For a half a second, a naive excitement overtook him. Perhaps he could simply cough it clear, he thought, like a cat forcing up a hairball. Reality swooped down like a guillotine. That wasn’t possible. This wasn’t a free-floating mass in his throat. He coughed again. Again, the growth seemed to inch upward, as his whole upper body strained to clear the blockage. He bent forward, childishly banging his palms on the table, the sting of confusion in his thoughts. With each retching gag, the bulk palpably moved upward - and it was becoming harder to breathe.

He seized his glass of water, pouring a gulp of it in hopes of forcing down the inexplicable exodus, but he couldn’t force it down. He merely sputtered it across the table, his throat completely dry. He coughed once more. It was the last one he could manage. His body continued to spasm, giving way to dry heaves, but the mass had somehow moved into the back of his throat. His airway was blocked completely.

What followed was a sense of slithering pressure, and a horrid, unnatural, metallic taste, as something slid forward along his tongue. The inescapable flavor was foreign to him, though it immediately called spoiled meat to mind. Even as it made its way through his jaws, the blockage in his throat didn’t diminish. He struggled in vain to breathe through his nose, mouth open wide in a pantomime of vomiting. Panic overcame his revulsion for a desperate moment, and he bit down. The rubbery matter merely compressed between his teeth, unbroken. Needle-like pain shocked his tongue in response, a sudden piercing agony like the sting of a bee. The coppery taste of blood began to accompany the inscrutable sensations. Nearly crazed, he bucked and thrashed in his chair, tears flooding his eyes as he pointlessly kneaded and scratched at his bulging windpipe. The thought that had just bitten him hardened his anxiety into full-on panic.

Then, at last, the front tip of the mass prodded past his lips, its anterior still wedging his throat closed.

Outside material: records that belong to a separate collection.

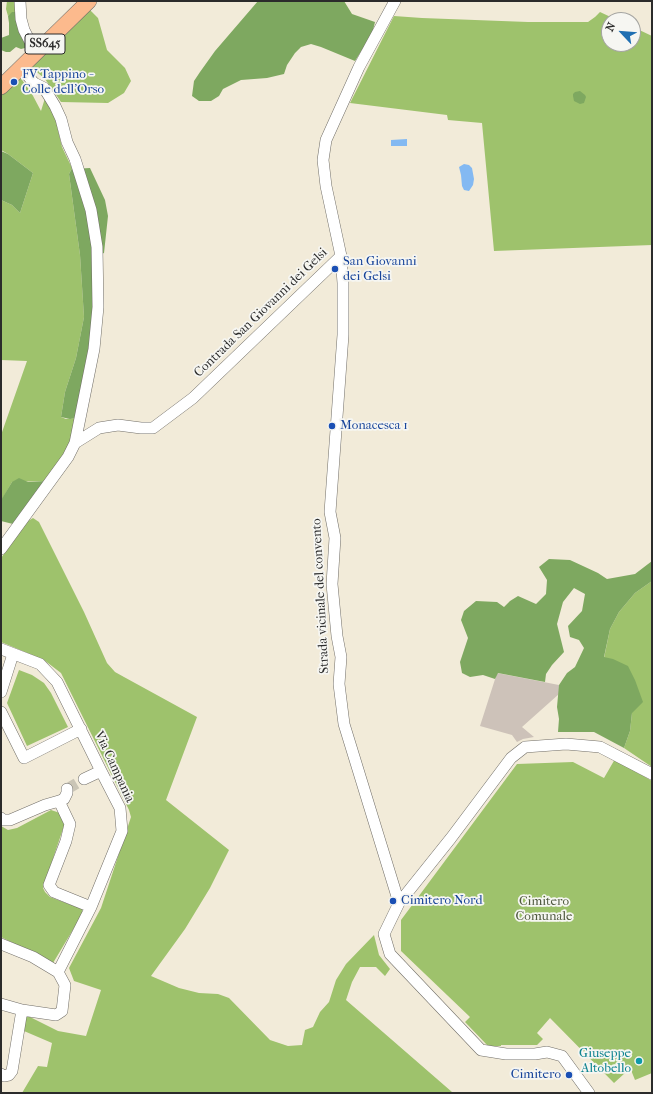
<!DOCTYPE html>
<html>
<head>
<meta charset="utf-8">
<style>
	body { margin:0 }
	#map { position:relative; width:653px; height:1094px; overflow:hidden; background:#f2ebd9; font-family:"IM FELL French Canon",serif }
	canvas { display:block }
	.frame { position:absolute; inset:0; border:2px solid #2b2b2b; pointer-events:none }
	.north { position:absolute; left:601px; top:12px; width:40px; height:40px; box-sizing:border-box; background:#f6f6f2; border:1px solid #a5a5a2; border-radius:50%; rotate:296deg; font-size:11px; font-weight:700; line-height:16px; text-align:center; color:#2b2b2b }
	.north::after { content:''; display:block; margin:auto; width:14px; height:18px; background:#1f6fb2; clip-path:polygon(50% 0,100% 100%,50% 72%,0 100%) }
</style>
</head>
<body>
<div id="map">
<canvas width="653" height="1094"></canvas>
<div class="frame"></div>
<div class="north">N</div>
</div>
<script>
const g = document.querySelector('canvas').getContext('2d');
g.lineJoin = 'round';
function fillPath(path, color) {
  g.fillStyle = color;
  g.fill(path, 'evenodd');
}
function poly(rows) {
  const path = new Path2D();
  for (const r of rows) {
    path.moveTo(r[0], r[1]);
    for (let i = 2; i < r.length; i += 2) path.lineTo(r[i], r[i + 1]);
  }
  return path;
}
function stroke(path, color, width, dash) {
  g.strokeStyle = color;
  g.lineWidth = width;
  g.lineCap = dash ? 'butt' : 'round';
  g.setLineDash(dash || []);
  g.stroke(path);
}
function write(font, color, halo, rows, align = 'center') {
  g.font = font + ' "IM FELL French Canon",serif';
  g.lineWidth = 3.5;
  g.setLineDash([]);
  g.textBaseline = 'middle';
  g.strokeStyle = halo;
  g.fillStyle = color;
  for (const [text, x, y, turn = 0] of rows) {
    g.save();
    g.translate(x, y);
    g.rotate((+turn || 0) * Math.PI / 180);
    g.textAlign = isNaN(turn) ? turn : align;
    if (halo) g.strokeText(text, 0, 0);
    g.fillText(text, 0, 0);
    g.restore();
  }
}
const industrial = poly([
	[497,673,559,685,559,694,522,727,534,737,523,739,517,742,512,735,480,726]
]);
const green = poly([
	[7,1,16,1,17,12,12,13,8,16,6,9],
	[89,9,98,18,107,50,125,68,131,81,124,93,108,103,61,102,45,79,31,67],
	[600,12,617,20,609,20,609,44,633,44,633,27,652,36,652,245,494,251,482,123,448,120,447,115,350,103,394,16,422,18,528,22,588,22,595,17],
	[20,77,32,94,41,111,45,98,55,117,62,147,72,168,69,174,80,255,84,317,76,358,65,392,61,417,66,419,75,418,68,449,45,481,12,482,1,501,1,435,27,361,1,360,1,200,12,205,20,213,33,173,8,154,1,150,1,95],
	[33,518,39,522,84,612,107,663,115,672,124,677,197,717,166,800,229,850,210,888,185,929,151,976,179,988,199,993,218,994,229,998,270,1040,288,1046,302,1045,305,1030,313,1027,320,1012,329,1002,336,980,346,964,374,935,379,955,390,969,385,976,376,967,360,967,352,982,346,1000,452,1092,451,1093,22,1093,38,1066,47,1067,52,1043,24,1031,26,1015,58,1031,86,1036,101,990,74,981,69,968,101,908,131,817,129,810,61,673,44,660,1,642,1,558,28,521],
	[652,581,652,767,624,748,630,731,632,713,604,658,610,629,619,612,635,593],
	[19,670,32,675,44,683,51,693,68,727,27,746,7,703],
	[615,759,652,781,652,1073,635,1080,631,1070,625,1073,614,1083,550,1018,537,1033,543,1039,537,1045,501,1045,501,1046,488,1046,465,1022,470,1017,401,951,401,920,517,764,573,762,604,778],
	[51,810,60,813,64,819,64,826,43,888,45,892,50,897,82,909,83,913,53,963,1,937,1,826,8,830,17,828]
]);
const forest = poly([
	[258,1,344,1,352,14,375,22,372,34,355,61,321,47,311,44,301,47,295,53,287,65,284,74,267,78,241,80,223,89,219,96,211,101,199,101,192,96,194,81,200,72,215,51],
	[12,12,17,12,27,44,25,48,21,49,16,47,10,52,6,52,1,50,1,38,9,35,9,23,8,16],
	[580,91,585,95,586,97,584,103,580,104,574,101,573,96,573,94,575,92],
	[1,151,8,154,33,173,20,213,12,205,1,200],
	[72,168,73,169,90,168,105,200,108,216,104,253,94,257,93,320,86,365,75,418,70,419,61,417,65,392,76,358,84,317,80,255,69,174],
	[19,478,28,482,45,481,13,524,1,521,1,500,12,482],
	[549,559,570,560,598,573,607,579,635,574,652,561,652,581,635,593,619,612,610,629,604,657,613,659,628,666,635,680,643,702,632,713,630,731,624,748,594,732,558,732,559,719,557,707,559,685,567,673,575,667,584,648,579,640,570,637,568,626,582,611,585,594,574,588,563,602,557,624,564,652,552,665,546,674,545,682,498,673,495,679,483,675,470,677,462,673,460,662,468,638,461,620,464,611,476,601,497,602,504,607,510,601,518,596,536,604,546,594,547,580,539,567]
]);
const water = poly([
	[407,139,407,146,391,146,391,140],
	[464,164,469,165,472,168,474,179,473,185,469,191,464,190,462,186,461,175,459,167]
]);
const minorTunnel = poly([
	[67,789,84,779]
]);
const minor = poly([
	[20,1,21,19,24,30,36,53],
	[395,1,359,67,326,140,323,160,326,186,341,256,343,283,343,335,330,512,335,538,332,584,337,636,341,657,339,684,344,724,399,903],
	[21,68,34,83,44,88,55,106,61,119,67,142,75,159,91,210,97,247,98,307,94,349,75,443],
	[1,549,68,457,75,443,99,428,118,425,141,428,153,428,193,398,341,256],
	[1,649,40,664,57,682,101,771,120,808,122,831,91,907,58,972],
	[1,692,13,654],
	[1,712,24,758,81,729],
	[84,779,101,771],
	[59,801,64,799,67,793,67,789],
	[1,818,2,820,10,820,45,805,59,801,70,824,66,841,49,885,54,892,91,907],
	[1,944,33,957,58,972,65,985,62,1011,56,1015,22,1010,1,1004],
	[1,1074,4,1076,9,1075,12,1071,22,1010],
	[589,1093,562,1056,547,1052,535,1054,506,1054,481,1050,390,954,384,934,399,903,451,838,511,758,525,747,566,744,600,747,652,774]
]);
const major = poly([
	[1,87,89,1]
]);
const markers = [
	[14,82,4,"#1a4fb4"],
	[335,269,4,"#1a4fb4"],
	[332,426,4,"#1a4fb4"],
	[393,901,4,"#1a4fb4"],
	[639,1061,4,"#0f9aa8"],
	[569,1075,4,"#1a4fb4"]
];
const shields = [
	[45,44,40]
];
const shieldNames = [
	["SS645",45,44]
];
const transitNames = [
	["FV Tappino -",22,75],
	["Colle dell'Orso",22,90],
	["San Giovanni",343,262],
	["dei Gelsi",343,277],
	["Monacesca 1",340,426],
	["Cimitero Nord",401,901],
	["Cimitero",561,1075,"right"]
];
const streetNames = [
	["Contrada San Giovanni dei Gelsi",261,313,-44],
	["Strada vicinale del convento",321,596,-93],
	["Via Campania",114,767,65]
];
const parkNames = [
	["Cimitero",544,902],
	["Comunale",544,917]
];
const cultureNames = [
	["Giuseppe",631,1054],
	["Altobello",631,1069]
];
fillPath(industrial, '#cdc2b9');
fillPath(green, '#9ec26c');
fillPath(forest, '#7ea860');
fillPath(water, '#83b9f2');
stroke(minorTunnel, '#cac5b6', 11, [11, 5.5]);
stroke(minor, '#716e68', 12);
stroke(major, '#716e68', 16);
stroke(minor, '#fff', 11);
stroke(major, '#fcba8d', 15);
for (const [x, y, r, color] of markers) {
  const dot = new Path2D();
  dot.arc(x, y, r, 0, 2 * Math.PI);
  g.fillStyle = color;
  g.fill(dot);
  stroke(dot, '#f6f6f2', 1.5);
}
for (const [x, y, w] of shields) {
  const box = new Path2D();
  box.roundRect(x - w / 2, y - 10, w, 20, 3);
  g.fillStyle = '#f6f6f2';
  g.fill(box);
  stroke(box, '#2b2b2b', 1);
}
write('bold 12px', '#2b2b2b', null, shieldNames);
write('13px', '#164399', '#f6f6f2', transitNames, 'left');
write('13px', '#2b2b2b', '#f6f6f2', streetNames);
write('13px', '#4e583e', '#f6f6f2', parkNames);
write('13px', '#0d838f', '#f6f6f2', cultureNames, 'right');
</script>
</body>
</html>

It pulsed visibly, once, and flexed. Its thick, asymmetrical form twisted back on itself, as if to look at him. His eyes, blurred with tears and unfocused as he struggled to view something so close to his face, settled on a dark, reddish, knotted shape like a torn off mass of muscle. Something at its tip pulsed and flexed. As it drew away, he could finally see it was a radula, like the toothed, rasping maw of a snail.

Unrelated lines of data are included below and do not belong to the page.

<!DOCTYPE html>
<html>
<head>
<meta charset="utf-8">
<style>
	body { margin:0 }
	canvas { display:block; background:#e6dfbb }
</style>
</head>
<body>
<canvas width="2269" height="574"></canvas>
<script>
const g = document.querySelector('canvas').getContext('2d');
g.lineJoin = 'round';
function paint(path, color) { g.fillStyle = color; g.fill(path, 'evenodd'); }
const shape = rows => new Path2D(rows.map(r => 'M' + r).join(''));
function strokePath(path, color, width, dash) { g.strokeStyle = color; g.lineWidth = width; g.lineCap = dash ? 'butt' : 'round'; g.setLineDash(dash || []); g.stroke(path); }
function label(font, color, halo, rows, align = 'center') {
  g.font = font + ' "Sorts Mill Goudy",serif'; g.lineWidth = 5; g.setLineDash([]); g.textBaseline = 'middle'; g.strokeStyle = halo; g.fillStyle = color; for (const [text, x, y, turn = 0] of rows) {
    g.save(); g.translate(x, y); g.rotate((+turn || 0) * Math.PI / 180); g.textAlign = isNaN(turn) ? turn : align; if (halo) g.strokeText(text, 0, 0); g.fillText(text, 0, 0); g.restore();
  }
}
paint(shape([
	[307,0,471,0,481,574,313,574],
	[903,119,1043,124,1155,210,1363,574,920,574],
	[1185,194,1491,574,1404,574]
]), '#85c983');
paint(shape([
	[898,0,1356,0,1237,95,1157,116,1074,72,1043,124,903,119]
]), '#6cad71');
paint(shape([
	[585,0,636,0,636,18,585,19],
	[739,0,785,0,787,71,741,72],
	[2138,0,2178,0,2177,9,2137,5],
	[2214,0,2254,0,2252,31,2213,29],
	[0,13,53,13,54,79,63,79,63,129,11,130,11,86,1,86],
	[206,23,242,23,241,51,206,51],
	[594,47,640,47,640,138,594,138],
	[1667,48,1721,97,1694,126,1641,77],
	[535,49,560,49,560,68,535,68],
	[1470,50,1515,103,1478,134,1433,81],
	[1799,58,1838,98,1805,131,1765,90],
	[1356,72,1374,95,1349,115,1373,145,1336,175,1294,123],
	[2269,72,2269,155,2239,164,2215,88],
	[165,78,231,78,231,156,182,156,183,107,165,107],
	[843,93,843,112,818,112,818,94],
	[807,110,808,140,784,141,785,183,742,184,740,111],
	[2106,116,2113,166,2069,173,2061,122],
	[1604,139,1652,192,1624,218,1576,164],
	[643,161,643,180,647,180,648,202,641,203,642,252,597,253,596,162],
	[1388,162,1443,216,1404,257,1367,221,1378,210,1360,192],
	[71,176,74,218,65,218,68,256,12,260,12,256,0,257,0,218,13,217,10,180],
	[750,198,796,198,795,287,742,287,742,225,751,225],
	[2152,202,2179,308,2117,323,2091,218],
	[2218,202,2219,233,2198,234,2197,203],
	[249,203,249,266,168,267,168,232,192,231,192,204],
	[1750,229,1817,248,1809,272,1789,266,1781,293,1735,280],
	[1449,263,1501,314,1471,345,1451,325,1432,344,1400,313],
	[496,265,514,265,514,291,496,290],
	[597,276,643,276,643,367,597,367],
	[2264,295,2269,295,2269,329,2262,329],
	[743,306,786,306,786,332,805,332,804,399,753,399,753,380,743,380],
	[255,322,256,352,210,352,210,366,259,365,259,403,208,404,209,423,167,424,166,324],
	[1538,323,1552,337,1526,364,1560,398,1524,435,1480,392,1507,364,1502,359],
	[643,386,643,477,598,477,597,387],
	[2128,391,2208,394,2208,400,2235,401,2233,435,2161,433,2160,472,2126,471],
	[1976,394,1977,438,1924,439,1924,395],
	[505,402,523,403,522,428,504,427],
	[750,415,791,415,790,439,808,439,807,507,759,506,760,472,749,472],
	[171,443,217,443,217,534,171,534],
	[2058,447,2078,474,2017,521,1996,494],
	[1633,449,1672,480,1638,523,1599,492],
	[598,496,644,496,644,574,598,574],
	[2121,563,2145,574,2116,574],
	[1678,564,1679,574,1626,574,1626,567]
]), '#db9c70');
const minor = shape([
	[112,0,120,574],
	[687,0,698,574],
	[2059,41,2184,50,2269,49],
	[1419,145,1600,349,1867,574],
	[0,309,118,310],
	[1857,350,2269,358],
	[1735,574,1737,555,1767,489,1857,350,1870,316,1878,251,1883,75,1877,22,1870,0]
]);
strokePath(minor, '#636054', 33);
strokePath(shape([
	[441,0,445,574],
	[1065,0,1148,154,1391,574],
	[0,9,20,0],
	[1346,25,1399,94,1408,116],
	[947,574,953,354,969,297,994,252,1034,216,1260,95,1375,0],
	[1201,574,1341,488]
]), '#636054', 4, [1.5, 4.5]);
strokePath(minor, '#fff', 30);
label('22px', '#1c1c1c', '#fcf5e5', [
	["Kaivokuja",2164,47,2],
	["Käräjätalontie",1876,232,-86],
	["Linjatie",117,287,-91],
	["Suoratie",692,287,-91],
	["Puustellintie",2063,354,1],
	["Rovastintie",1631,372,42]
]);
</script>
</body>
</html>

Andrew pitched forward, his cheek resting against the table as he prayed inwardly that whatever was making its way out of him would complete its egress and free him to breathe. As the room began to dim and his head began to throb, the only noise he could hear besides the ringing in his ears was the soft sound of tiny scraps of meat being pulled free of the steak by a tiny set of jaws.

“How am I going to explain this to Dr. Jewel?” This question, as his mind reeled, seemed strangely crucial. Fortunately, Andrew had only a few more seconds to worry about it.